YOUR INSTRUCTIONS: With respect to the word "weight", report how many lines of the following listing include it. Give nothing but the number.

DATA TO USE:
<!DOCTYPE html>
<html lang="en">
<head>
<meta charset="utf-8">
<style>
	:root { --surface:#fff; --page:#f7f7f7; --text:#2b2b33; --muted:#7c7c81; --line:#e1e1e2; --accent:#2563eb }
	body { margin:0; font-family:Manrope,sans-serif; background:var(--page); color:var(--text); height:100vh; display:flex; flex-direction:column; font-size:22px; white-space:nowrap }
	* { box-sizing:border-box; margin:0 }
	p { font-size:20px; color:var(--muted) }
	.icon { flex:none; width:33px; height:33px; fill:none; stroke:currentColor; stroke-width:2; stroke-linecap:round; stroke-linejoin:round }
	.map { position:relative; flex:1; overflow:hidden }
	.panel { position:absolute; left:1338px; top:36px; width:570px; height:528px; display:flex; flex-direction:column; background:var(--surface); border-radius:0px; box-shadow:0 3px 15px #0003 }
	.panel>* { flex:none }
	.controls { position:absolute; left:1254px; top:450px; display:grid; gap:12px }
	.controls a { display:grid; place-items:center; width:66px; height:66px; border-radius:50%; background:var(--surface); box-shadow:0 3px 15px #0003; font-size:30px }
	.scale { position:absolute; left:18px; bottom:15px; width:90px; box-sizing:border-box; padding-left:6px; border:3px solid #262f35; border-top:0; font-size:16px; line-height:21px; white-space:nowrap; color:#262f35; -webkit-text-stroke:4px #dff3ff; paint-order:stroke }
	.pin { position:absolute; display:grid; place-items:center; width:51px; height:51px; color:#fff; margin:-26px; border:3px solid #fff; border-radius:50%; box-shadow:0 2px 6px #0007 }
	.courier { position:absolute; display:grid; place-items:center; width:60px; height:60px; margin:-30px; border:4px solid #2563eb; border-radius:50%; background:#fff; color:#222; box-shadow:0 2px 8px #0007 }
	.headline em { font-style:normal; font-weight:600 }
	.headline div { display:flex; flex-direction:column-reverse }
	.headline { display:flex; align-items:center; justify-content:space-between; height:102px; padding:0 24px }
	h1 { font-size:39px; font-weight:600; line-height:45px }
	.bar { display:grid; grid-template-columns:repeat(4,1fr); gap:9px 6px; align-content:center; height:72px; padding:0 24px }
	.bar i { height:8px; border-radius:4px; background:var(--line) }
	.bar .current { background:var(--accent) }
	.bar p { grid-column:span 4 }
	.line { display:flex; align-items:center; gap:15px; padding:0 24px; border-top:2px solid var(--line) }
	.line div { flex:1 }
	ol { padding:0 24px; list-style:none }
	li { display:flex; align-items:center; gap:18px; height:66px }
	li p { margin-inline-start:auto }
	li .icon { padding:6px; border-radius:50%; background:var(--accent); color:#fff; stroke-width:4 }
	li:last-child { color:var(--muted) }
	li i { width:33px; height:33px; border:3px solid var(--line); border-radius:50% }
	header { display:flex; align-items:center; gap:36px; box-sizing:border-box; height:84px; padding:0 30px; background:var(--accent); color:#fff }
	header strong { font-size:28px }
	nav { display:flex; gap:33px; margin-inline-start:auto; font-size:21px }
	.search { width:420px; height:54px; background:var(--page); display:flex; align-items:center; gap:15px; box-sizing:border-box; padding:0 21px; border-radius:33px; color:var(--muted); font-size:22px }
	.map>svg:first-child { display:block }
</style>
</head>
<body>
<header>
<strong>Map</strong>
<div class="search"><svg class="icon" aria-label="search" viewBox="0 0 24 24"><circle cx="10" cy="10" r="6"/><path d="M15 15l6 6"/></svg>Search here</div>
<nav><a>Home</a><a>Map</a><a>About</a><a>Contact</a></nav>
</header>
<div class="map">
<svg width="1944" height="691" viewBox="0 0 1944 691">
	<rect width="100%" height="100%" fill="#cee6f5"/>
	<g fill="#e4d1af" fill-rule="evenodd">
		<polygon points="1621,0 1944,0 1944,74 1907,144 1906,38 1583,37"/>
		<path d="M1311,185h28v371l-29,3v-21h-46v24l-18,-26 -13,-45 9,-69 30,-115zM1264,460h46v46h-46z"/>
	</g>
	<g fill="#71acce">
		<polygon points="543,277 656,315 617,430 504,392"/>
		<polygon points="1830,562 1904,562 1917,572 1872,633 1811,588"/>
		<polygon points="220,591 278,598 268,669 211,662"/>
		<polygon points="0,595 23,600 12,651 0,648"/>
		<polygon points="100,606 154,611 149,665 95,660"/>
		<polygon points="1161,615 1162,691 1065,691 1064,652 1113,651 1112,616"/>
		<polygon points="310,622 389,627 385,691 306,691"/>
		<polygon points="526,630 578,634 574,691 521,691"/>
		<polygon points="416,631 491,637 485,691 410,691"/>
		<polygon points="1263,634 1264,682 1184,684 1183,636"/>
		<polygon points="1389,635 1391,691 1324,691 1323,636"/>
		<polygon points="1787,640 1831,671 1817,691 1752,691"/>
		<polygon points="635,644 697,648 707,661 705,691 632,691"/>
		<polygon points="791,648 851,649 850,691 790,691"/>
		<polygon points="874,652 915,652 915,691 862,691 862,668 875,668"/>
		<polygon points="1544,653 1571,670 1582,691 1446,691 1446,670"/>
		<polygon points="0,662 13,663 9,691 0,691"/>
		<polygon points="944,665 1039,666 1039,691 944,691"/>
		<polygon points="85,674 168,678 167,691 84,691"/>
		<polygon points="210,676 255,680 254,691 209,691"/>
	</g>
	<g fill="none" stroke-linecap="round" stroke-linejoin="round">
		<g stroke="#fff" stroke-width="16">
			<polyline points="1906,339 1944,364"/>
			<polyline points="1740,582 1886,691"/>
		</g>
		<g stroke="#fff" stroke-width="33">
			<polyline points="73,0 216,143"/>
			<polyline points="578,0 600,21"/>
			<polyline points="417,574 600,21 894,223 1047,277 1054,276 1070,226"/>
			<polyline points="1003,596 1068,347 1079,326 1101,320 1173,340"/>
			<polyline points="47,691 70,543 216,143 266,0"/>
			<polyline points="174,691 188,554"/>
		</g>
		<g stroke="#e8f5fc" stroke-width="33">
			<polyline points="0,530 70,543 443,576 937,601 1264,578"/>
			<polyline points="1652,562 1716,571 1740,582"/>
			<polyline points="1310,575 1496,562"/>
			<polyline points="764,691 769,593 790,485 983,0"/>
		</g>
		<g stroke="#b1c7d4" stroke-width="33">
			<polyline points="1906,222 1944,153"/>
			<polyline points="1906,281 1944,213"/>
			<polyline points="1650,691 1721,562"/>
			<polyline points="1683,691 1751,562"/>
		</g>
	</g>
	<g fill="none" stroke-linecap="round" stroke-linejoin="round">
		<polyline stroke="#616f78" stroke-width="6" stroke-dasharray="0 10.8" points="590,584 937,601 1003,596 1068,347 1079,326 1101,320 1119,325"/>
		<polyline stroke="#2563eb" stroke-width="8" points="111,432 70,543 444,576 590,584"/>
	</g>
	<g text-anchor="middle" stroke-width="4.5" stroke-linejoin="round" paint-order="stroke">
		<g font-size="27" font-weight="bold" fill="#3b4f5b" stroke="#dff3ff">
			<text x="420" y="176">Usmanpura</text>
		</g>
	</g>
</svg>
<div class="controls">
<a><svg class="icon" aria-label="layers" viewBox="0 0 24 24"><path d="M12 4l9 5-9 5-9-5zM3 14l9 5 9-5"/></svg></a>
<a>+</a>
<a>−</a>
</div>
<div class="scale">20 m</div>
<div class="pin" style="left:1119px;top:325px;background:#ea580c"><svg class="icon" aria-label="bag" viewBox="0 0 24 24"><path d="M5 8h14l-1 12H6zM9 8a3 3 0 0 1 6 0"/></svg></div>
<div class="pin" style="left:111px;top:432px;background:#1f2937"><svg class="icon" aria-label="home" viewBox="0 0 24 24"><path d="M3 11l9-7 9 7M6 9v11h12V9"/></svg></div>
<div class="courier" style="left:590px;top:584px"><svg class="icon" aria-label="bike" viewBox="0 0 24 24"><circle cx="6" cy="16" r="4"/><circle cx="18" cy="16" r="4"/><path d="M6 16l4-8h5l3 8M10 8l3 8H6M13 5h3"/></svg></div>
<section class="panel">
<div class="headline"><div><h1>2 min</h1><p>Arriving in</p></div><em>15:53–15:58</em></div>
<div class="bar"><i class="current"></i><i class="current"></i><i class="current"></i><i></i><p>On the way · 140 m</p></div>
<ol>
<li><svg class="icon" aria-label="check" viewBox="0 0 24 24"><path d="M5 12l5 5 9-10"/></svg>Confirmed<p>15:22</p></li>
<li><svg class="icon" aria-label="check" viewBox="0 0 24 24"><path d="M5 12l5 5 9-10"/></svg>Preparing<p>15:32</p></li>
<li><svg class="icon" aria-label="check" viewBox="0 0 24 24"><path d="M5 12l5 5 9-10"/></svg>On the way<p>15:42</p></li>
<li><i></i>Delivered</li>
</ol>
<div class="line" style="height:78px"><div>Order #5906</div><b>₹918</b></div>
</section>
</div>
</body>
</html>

WRITTEN ANSWER: 3